P. DAVID HORNIK: THE BLOOD DRENCHED PALARAB HEROINE
http://frontpagemag.com/2012/davidhornik/blood-drenched-palestinian-heroine/
On October 4, 2003, during the genocidal assault known as the Second Intifada, a young Palestinian law student from Jenin named Hanadi Jaradat blew herself up at Maxim’s restaurant in Haifa. The blast killed 21 people including four children and five Israeli Arabs.
Two of the children (aged 11 and 9) were from the Almog family, which lost five people in the bombing; another two of the children (aged 4 and 1) were from the Zer-Aviv family, which also lost five members.
Since then, the honors for Hanadi Jaradat have never stopped—and not only from Palestinians.
On January 16, 2004, the then Israeli ambassador to Sweden, Zvi Mazel, attended a Stockholm art show “linked,” as HonestReporting recounted at the time,
to an international conference on preventing genocide. Mazel was shocked to encounter there a large exhibit glorifying [Jaradat]. Dubbed “Snow White and the Madness of Truth,” the exhibit showed a tiny sailboat floating on a pool of red water. Attached to the boat was a smiling photo of the female bomber….
Mazel, in an incident that gained much notoriety at the time, reacted by “pull[ing] the plug on three spotlights illuminating the exhibit, and knock[ing] one light fixture into the red pool.” His Swedish hosts were shocked at the uncivilized behavior.

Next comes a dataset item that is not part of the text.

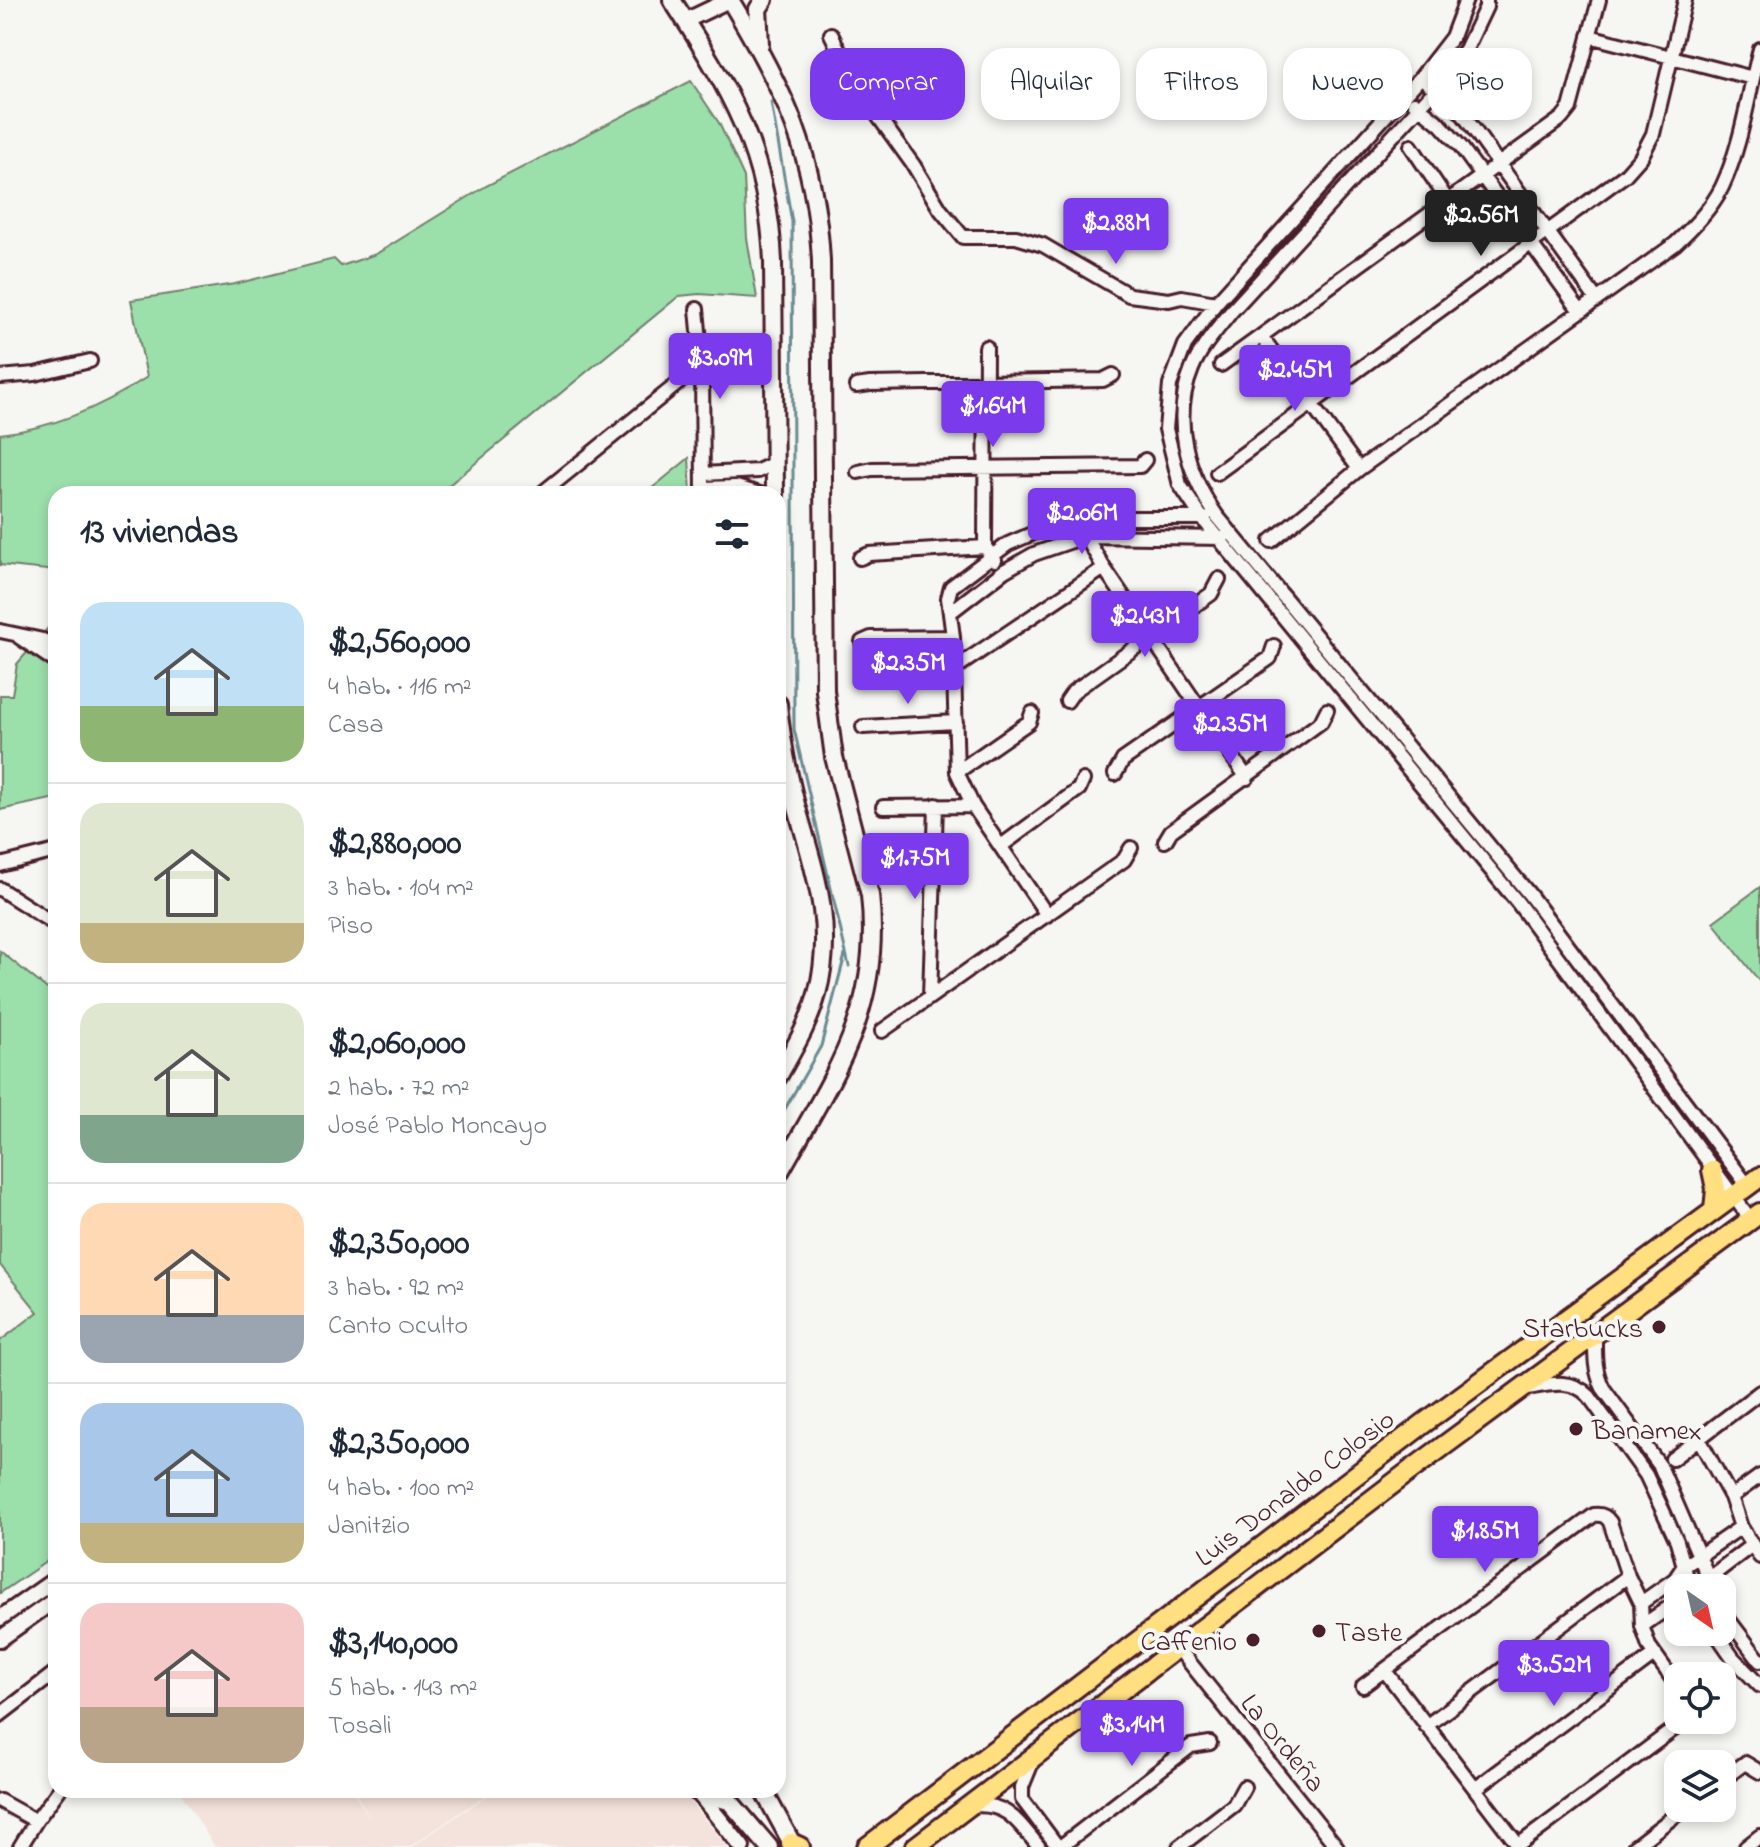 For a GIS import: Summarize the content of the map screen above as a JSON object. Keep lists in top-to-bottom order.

In 2005, the Palestinian Authority’s Ministry of Culture published a poetry collection in Jaradat’s honor, distributing it with a daily newspaper. Neither the Swedish artist nor the Ministry of Culture was deterred by the fact that Jaradat’s victims included Arabs—two waiters, a cook, a security guard, and a man responsible for customer service at the restaurant.
Now Palestinian Media Watch informs us that Jaradat’s folk-hero status lives on. Last week the Palestine Committee of the Arab Lawyers Union created something called the “Martyr Hanadi Jaradat plaque of honor” and presented it to Jaradat’s family in a visit.

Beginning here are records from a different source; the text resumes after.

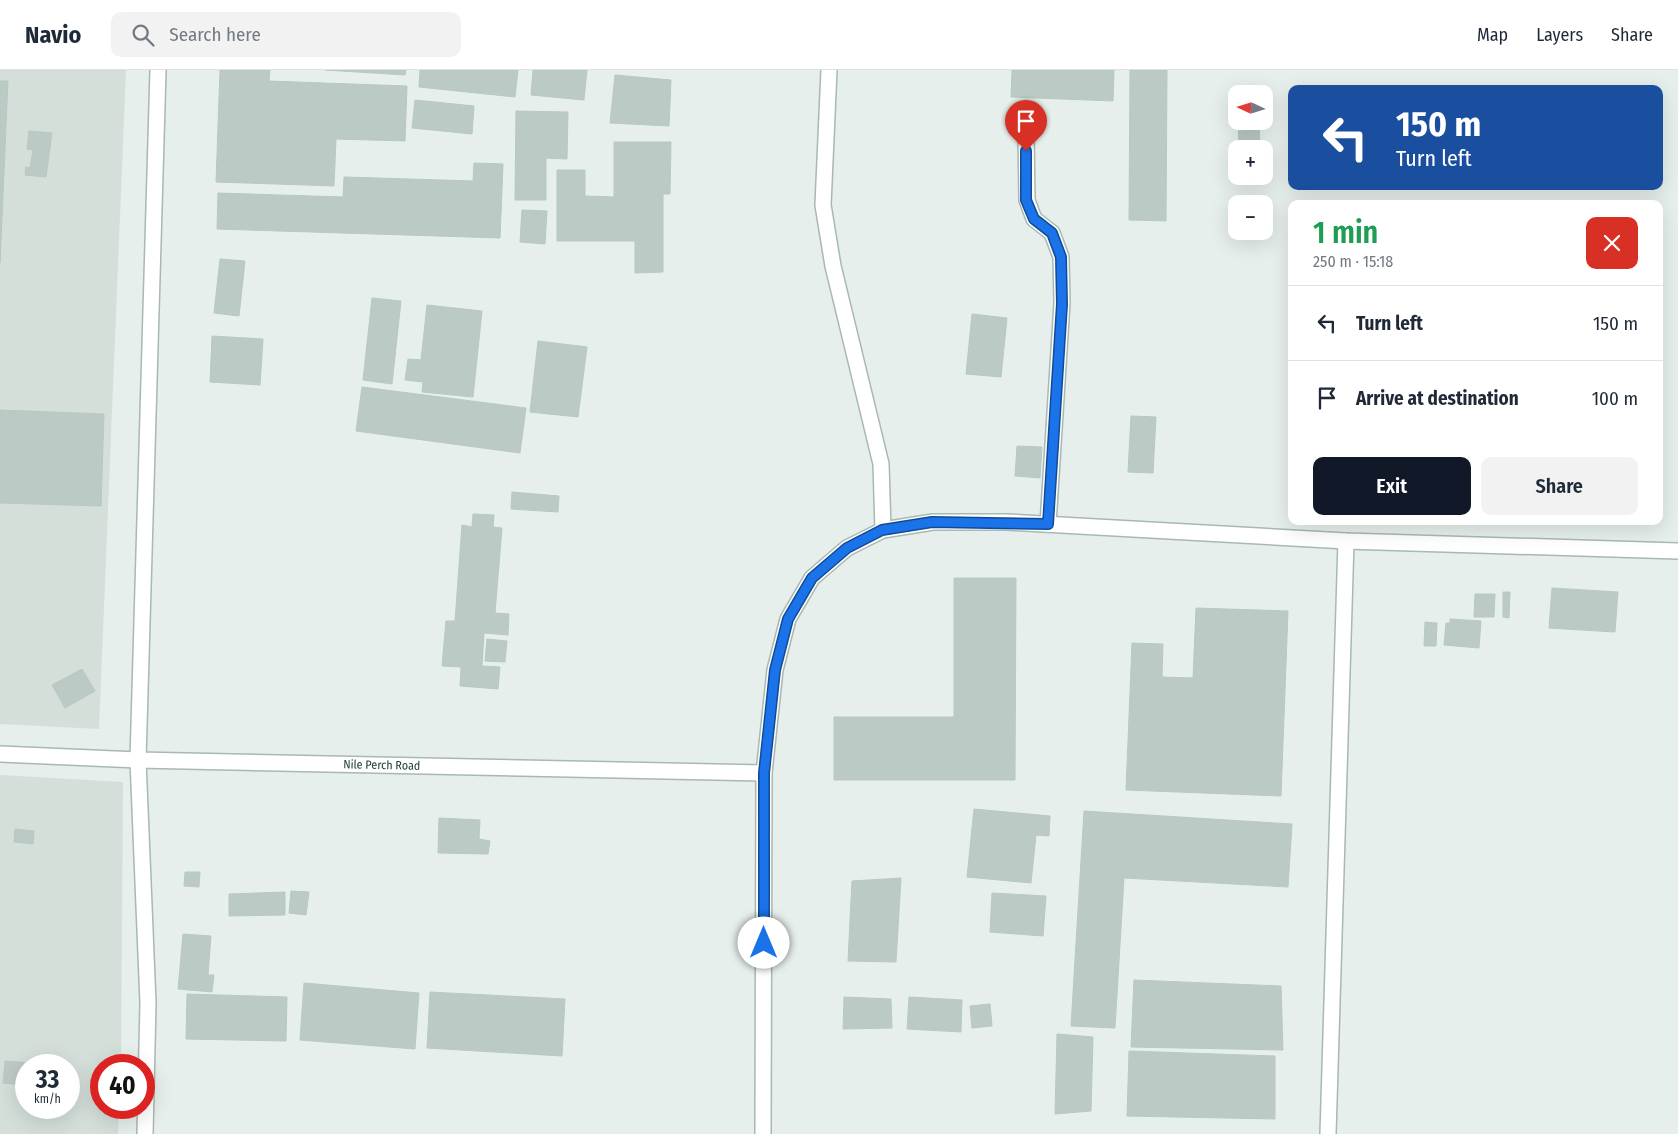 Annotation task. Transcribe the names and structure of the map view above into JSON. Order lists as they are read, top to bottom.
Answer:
{
  "streets": {
    "street": ["Nile Perch Road"]
  },
  "north": "left",
  "page": {
    "header": "Navio",
    "search": "Search here",
    "nav": ["Map", "Layers", "Share"],
    "map_buttons": ["+", "−"],
    "turn": ["150 m", "Turn left"],
    "heading": ["1 min", "250 m · 15:18"],
    "list": [
      {
        "name": "Turn left",
        "value": "150 m"
      },
      {
        "name": "Arrive at destination",
        "value": "100 m"
      }
    ],
    "buttons": ["Exit", "Share"],
    "speed": "33 km/h",
    "limit": "40"
  }
}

As the Palestinian daily Al-Ayyam described it:
The delegation conveyed to the family of Martyr Jaradat the good wishes of the head of the Union, Mr. Omar Al-Zayn…and also emphasized the pride of the Arab Lawyers Union for what their daughter had done in defense of Palestine and the nation.

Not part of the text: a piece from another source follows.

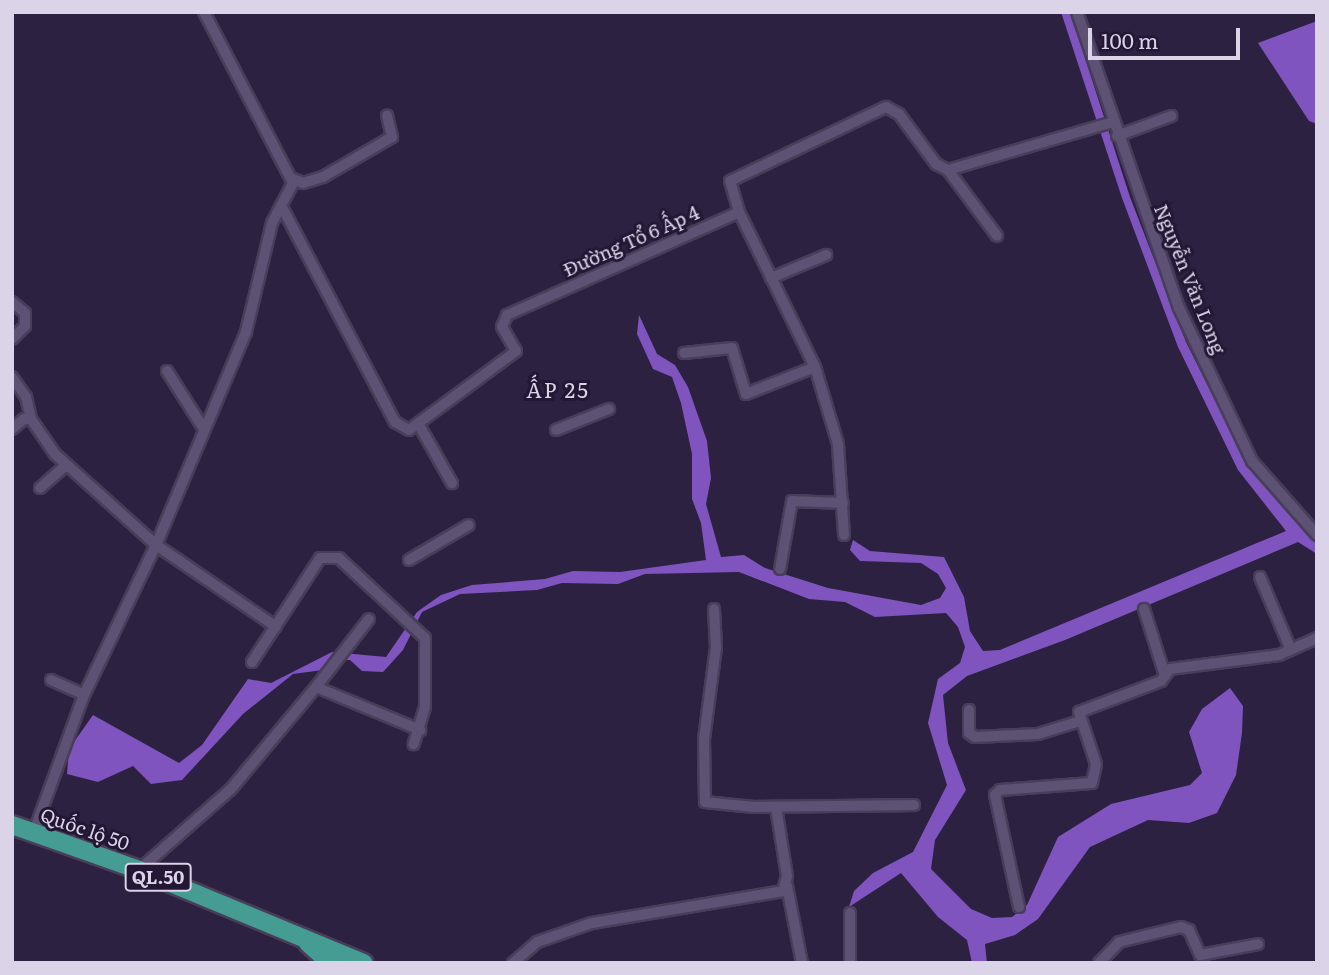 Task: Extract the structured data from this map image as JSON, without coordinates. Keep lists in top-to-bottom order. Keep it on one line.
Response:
{"streets":{"highway":["Quốc lộ 50","QL.50"],"street":["Đường Tổ 6 Ấp 4","Nguyễn Văn Long"]},"crossings":[["Quốc lộ 50","QL.50"]],"districts":["ẤP 25"],"scale_bar":"100 m"}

The Arab Lawyers Union is based in Cairo, and its website says it “is in consultative status with ECOSOC, an observer at UNESCO…and a member in several UN committees.” Its mission statement includes the item “Promote and protect human rights, basic freedoms and the primacy of law….”
Amid the upheavals sweeping Libya, Egypt, Syria, Yemen, and elsewhere in the region, the Palestinians have been out of the spotlight lately. And as Israel gears up for elections on January 22, even the left-of-center parties—for the first time in decades—are so far giving the Palestinian issue short shrift.
Palestinian Authority president Mahmoud Abbas is aware of the situation and unhappy about it. As he complained last week to the Israeli daily Yediot Aharonot:
I don’t know what’s gong on [in Israel]. On the one hand I read about public opinion polls showing that 70% of Israelis want peace with us, but on the other hand there is no process and we identify a lack of interest on your part….
The Palestinian issue is not on the agenda of the [Israeli political] parties…. The Likud is dealing with the Iranian threat, Labor with the price of cottage cheese, and the elections serve as just another excuse to delay [the resumption of peace talks]…. I see now how Netanyahu is destroying the two-state solution.
Again, though, those who keep up with Palestinian Media Watch will not be too impressed with Abbas’s commitment to Israel’s continued existence as one of the “two states.” As his Facebook page put it earlier this month: “we are right that our land is occupied and not disputed territory, and this applies to all the territories that Israel occupied before June 1967.” In other words, “our land” includes not just the West Bank and Gaza but Tel Aviv, Haifa, and all the rest of Israel as well.
Nor could Israelis be impressed with Abbas’s peaceable intentions if they bothered listening to his speech to the UN General Assembly last month, in which—among much else in the same spirit—he said Palestinians were
facing relentless waves of attacks against our people, our mosques, churches and monasteries, and our homes and schools; they are unleashing their venom against our trees, fields, crops and properties, and our people have become fixed targets for acts of killing and abuse with the complete collusion of the occupying forces and the Israeli Government.
With elections on the way in Israel and especially in the United States, there is no knowing if 2013 will see the Palestinians return to prominence—or stay in the relative insignificance that is so frustrating to Abbas. From both moral and pragmatic standpoints, the culture that produces and glorifies the likes of Hanadi Jaradat is very lucky to have the autonomy and aid money it now has, and—to say the least—deserves nothing more.